Maputo, 5 out (Lusa) - Os programas dos três principais partidos moçambicanos para as eleições do dia 28 estão recheados de promessas, com a Frente de Libertação de Moçambique (Frelimo), no poder, propondo a consolidação da unidade nacional, enquanto a oposição aposta no "apartidarismo do aparelho do Estado".
Os panfletos eleitorais das três formações políticas coincidem nas promessas de mais habitação, energia, água e saneamento, melhor educação e mais saúde, mais oportunidades para as empresas nacionais e combate à pobreza e à corrupção.
Faltando menos de um mês para as eleições gerais - presidenciais, legislativas e provinciais -, que acontecem no dia 28, a Frelimo, a Resistência Nacional Moçambicana (Renamo) e o Movimento Democrático de Moçambique (MDM) já fizeram centenas de ações de campanha em todo o país, mas os panfletos eleitorais raramente são distribuídos, já que as legendas escolhem mensagens mais diretas e fáceis de assimilar.
A Frelimo foi o primeiro partido a apresentar o programa eleitoral e o que mais fez questão de divulgá-lo, através de um documento extenso, com centenas de promessas, como consolidar a unidade nacional, a boa governança, a paz e a democracia, além do combate à pobreza e à corrupção.

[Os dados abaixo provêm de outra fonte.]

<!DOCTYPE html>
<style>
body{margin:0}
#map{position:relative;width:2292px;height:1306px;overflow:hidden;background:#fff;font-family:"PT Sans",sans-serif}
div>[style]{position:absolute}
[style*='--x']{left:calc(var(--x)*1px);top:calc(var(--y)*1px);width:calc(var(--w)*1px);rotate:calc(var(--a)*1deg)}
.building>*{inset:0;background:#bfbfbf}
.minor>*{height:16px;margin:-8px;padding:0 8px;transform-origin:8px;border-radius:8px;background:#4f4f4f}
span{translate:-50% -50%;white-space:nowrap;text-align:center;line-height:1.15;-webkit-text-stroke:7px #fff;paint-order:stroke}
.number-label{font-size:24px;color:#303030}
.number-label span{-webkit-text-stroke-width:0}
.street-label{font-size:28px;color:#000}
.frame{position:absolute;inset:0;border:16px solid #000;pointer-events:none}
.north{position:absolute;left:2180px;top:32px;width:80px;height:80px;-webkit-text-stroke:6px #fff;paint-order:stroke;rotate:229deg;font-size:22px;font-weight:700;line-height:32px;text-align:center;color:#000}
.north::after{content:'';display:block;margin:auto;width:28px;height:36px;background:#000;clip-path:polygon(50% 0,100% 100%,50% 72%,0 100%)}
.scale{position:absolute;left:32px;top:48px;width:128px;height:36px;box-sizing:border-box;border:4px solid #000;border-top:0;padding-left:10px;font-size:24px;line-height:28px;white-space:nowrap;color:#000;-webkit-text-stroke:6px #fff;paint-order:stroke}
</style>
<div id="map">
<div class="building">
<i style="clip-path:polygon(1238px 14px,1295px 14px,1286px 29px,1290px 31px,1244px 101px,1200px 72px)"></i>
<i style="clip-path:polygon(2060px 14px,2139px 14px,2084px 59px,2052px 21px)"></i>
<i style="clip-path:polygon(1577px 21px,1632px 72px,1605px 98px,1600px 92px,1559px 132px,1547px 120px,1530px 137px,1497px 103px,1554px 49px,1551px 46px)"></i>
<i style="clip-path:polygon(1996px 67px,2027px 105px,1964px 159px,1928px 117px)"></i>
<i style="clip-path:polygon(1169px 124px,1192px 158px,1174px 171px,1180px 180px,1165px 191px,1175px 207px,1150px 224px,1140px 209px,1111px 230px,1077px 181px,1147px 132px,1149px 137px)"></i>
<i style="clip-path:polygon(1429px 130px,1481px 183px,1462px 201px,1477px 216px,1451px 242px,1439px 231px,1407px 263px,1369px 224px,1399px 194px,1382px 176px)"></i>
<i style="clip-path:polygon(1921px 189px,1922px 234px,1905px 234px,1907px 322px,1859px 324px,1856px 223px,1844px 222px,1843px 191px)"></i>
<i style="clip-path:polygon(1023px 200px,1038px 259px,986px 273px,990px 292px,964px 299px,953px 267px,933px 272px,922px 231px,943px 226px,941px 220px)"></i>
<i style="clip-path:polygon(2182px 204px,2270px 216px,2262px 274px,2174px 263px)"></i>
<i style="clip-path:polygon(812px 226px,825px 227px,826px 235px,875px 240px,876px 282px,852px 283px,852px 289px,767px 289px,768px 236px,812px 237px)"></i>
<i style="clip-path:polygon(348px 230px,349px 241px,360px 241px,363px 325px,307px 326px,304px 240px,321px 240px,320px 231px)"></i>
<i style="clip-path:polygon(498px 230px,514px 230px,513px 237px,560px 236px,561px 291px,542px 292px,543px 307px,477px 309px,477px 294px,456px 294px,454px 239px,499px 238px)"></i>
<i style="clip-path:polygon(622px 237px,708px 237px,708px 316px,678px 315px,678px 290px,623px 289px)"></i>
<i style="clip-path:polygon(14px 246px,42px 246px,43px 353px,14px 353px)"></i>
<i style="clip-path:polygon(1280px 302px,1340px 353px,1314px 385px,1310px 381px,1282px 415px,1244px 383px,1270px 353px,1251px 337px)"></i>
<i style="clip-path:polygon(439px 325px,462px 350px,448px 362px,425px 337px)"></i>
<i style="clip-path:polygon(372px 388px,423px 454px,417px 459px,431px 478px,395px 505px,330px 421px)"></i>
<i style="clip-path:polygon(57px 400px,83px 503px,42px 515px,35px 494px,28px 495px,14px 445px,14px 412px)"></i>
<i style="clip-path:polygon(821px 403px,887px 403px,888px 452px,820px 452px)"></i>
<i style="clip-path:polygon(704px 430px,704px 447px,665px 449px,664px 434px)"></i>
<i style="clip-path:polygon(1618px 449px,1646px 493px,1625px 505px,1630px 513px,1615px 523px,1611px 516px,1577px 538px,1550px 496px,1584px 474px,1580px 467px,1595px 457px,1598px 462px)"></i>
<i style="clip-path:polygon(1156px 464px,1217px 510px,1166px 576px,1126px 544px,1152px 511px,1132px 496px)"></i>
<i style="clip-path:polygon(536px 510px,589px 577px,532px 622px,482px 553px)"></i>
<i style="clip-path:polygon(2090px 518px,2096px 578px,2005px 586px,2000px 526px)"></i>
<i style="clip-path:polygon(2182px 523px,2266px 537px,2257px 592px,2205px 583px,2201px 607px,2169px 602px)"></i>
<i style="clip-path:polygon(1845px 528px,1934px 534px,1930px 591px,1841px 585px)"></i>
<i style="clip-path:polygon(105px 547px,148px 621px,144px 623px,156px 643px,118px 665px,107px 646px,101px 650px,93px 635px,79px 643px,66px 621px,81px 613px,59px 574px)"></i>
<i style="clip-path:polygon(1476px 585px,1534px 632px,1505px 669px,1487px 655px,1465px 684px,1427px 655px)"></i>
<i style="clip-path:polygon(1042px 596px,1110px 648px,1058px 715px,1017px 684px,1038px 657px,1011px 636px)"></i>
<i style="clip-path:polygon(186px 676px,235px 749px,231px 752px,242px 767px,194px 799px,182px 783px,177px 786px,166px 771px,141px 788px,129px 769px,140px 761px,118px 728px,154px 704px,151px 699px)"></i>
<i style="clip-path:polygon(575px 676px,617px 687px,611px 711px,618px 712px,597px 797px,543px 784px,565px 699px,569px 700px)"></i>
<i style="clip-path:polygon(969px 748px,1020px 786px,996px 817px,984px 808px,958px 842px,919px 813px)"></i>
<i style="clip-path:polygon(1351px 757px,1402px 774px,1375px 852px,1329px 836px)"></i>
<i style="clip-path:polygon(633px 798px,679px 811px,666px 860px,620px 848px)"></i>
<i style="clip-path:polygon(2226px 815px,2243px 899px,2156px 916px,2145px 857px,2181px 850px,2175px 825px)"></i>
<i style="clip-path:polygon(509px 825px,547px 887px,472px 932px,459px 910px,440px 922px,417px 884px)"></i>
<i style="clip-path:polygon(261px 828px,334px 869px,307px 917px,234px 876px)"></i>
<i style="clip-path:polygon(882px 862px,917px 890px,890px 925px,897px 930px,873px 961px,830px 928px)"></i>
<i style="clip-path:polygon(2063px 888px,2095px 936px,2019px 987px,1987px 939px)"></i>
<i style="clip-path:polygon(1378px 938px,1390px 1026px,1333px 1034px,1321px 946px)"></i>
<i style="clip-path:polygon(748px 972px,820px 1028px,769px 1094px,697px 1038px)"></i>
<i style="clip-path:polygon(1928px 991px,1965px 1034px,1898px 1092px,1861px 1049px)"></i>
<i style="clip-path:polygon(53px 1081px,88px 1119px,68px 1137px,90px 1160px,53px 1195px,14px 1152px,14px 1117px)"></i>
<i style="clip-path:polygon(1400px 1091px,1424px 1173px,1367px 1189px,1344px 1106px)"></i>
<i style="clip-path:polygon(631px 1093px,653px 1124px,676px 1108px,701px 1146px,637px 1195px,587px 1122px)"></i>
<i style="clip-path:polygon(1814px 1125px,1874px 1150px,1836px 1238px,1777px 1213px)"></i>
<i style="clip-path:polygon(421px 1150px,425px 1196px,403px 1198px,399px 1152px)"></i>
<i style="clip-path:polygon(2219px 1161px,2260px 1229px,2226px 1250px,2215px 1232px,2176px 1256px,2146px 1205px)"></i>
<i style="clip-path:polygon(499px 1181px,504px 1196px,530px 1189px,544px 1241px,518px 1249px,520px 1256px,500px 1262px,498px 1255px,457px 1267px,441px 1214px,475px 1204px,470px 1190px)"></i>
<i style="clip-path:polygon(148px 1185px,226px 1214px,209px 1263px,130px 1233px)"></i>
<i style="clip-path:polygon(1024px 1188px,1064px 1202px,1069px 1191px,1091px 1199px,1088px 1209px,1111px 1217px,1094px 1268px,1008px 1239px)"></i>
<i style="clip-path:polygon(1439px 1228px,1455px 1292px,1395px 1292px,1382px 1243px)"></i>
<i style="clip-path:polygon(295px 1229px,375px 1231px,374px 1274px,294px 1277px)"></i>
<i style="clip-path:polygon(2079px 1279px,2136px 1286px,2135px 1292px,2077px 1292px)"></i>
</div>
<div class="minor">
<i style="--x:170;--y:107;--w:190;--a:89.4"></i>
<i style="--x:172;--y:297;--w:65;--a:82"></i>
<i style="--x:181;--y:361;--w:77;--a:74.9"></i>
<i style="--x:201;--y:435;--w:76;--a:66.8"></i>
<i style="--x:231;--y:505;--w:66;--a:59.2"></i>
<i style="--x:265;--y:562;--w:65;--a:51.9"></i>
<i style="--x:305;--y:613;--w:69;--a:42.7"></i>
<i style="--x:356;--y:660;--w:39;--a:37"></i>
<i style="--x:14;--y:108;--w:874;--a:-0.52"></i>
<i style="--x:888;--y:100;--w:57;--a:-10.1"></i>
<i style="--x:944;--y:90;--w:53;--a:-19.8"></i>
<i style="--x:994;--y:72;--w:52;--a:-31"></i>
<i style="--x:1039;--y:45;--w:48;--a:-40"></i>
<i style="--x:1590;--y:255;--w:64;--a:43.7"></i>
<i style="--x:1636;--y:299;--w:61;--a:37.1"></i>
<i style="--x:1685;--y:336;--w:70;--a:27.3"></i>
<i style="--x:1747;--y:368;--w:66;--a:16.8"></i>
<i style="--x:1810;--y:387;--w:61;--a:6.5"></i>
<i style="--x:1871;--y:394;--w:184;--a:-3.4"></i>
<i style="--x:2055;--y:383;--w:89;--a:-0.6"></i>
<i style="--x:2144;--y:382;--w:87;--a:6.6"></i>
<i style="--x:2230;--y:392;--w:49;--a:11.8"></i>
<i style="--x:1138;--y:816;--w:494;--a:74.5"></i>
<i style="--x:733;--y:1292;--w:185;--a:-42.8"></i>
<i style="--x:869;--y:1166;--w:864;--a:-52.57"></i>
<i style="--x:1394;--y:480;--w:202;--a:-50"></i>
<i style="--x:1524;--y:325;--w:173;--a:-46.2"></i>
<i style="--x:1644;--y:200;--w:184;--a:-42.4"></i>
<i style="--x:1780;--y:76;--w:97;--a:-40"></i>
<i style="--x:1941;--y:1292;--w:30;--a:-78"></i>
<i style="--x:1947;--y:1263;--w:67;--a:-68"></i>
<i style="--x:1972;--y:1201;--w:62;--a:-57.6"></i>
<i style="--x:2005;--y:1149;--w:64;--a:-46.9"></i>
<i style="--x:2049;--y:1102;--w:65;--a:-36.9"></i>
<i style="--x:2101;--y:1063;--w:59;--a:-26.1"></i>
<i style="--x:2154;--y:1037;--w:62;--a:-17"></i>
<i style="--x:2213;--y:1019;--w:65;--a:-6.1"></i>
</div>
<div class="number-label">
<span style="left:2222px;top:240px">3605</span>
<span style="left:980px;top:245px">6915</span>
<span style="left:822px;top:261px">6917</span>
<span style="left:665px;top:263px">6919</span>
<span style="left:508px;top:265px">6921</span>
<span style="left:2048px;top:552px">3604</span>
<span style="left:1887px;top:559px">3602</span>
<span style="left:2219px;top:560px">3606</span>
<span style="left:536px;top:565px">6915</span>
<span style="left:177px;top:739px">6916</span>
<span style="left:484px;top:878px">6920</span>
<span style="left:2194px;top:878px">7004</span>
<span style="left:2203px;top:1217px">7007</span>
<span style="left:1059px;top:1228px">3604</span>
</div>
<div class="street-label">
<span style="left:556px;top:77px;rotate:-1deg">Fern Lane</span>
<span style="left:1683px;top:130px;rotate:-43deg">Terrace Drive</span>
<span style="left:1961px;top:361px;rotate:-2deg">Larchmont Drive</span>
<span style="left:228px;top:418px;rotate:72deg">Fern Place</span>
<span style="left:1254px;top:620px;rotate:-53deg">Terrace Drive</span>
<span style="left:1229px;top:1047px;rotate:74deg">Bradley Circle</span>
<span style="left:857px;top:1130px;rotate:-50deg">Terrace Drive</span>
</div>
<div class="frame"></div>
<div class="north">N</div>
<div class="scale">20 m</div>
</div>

Em termos gerais, o programa eleitoral do partido no poder está centrado na melhoria das condições de vida da população, e condena, ao mesmo tempo, "todos os fatores de divisão, baseados em tribo, origem étnica, raça, religião e todas as manifestações que possam levar risco à unidade nacional".
Com o slogan "A Frelimo é que fez, a Frelimo é que faz", o partido quer tornar cada distrito a base de desenvolvimento econômico e social, e promover uma "revolução verde".
A Renamo, maior partido da oposição, optou por um programa generalista e pouco ambicioso, prometendo acabar com as células partidárias nas instituições do Estado, como escolas, hospitais ou ministérios.
O panfleto do MDM, o novo partido criado pelo prefeito da Beira, Daviz Simango, também está cheio de referências à Frelimo, mas sem citar o adversário.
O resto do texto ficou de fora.